● Task item
Scan the entries below, and for each line that includes the word "Build", make a copy.

● Source information
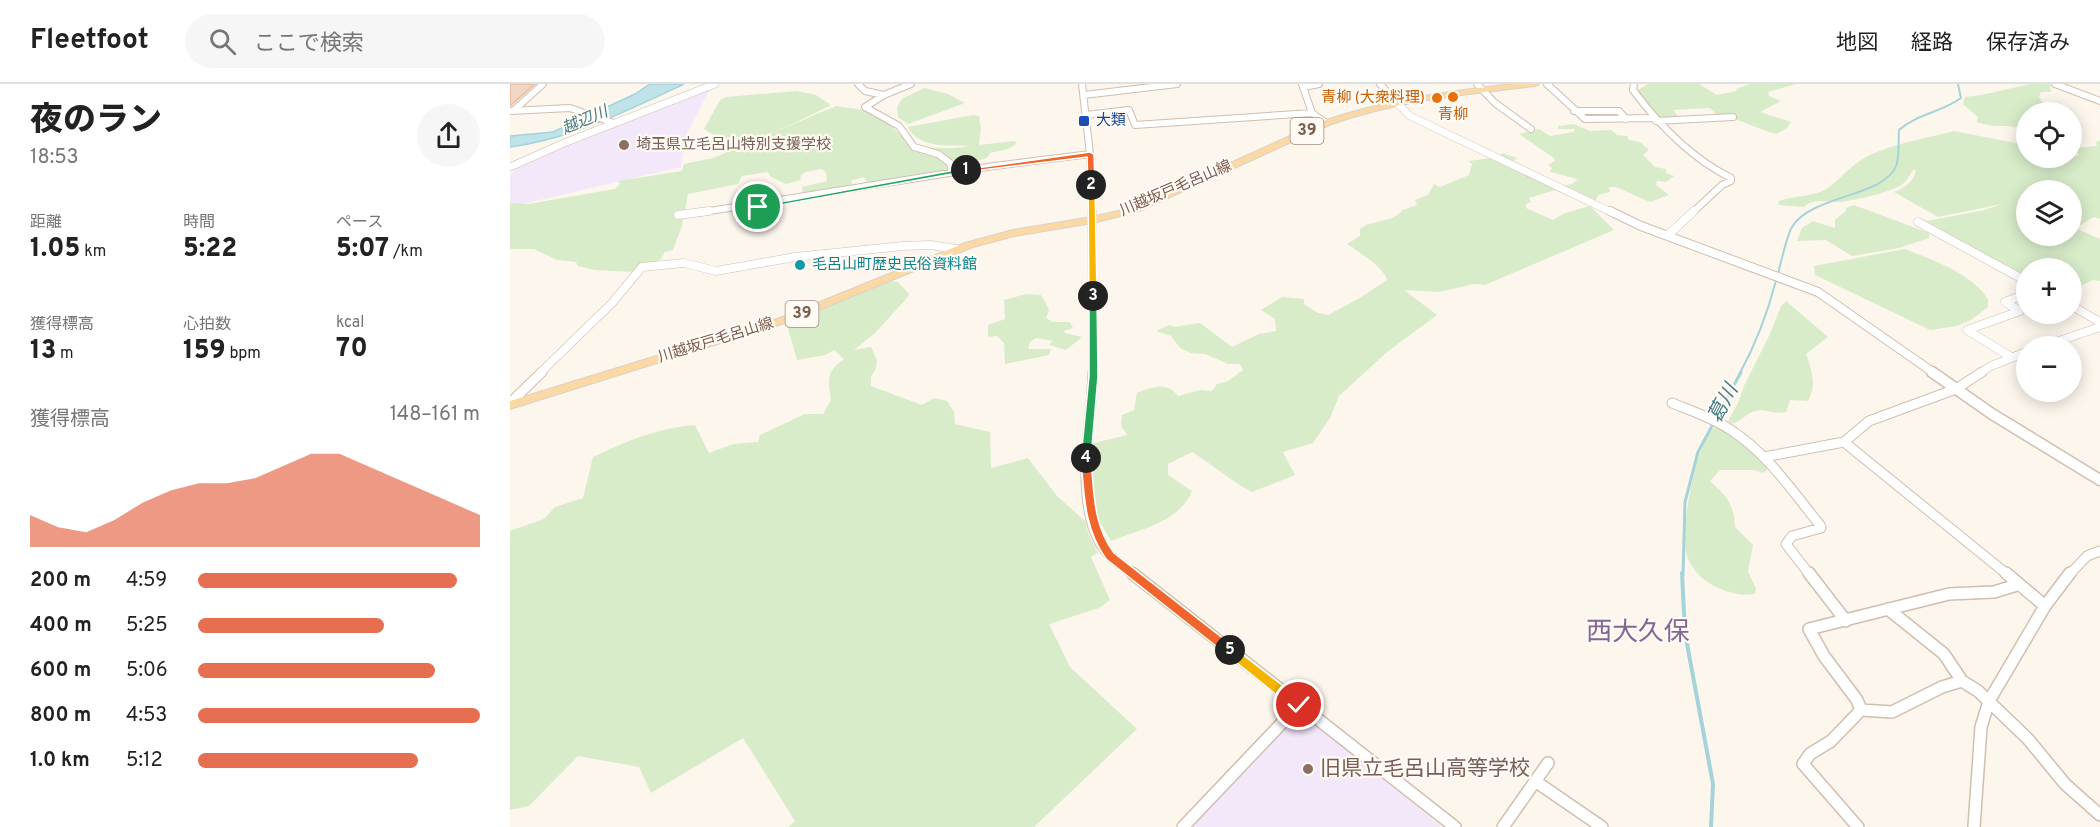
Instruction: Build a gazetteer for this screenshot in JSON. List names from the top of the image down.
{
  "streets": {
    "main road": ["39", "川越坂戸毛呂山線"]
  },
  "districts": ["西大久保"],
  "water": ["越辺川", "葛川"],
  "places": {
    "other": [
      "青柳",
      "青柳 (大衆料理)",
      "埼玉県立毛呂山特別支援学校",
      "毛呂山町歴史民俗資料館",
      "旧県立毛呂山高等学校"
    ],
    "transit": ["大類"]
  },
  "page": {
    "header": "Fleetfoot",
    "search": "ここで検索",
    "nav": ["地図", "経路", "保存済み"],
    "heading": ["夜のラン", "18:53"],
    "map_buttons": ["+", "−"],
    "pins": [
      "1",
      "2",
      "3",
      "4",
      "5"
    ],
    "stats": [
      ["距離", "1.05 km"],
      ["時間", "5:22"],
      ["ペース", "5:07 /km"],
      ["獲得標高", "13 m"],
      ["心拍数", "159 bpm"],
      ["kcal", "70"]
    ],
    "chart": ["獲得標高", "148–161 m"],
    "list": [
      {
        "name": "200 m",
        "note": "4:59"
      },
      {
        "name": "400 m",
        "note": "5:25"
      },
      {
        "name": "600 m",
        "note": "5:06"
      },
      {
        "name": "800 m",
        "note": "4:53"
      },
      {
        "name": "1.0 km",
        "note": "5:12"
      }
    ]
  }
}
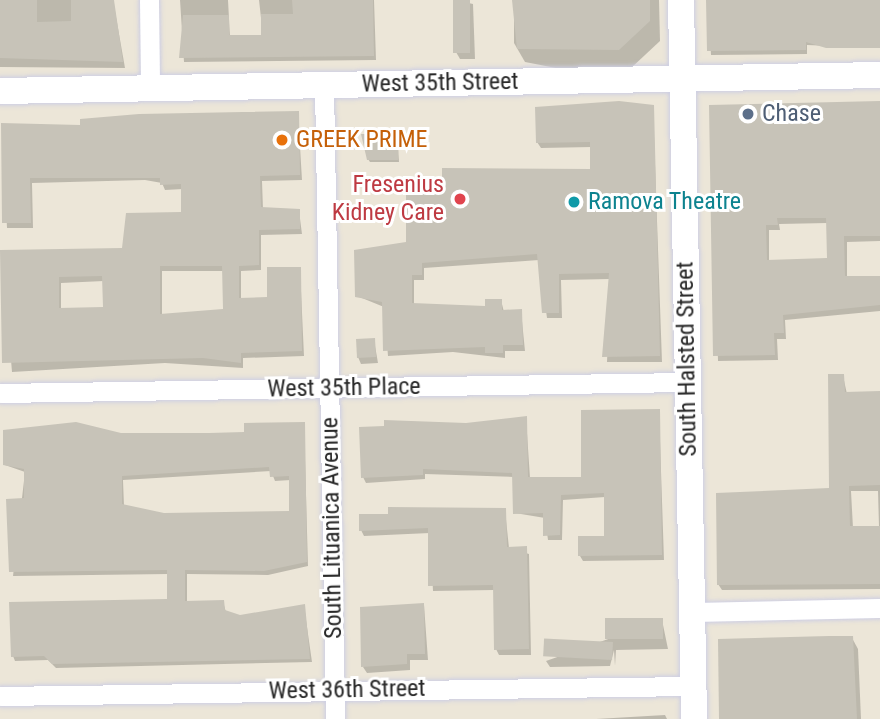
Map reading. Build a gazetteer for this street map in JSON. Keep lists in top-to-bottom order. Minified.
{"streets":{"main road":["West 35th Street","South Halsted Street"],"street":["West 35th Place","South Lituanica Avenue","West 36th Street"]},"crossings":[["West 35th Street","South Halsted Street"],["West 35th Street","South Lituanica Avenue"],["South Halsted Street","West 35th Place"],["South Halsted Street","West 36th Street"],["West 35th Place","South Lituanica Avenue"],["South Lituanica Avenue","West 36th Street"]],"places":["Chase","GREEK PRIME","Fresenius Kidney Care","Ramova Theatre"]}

● Worked solution
Instruction: Build a gazetteer for this screenshot in JSON. List names from the top of the image down.
Map reading. Build a gazetteer for this street map in JSON. Keep lists in top-to-bottom order. Minified.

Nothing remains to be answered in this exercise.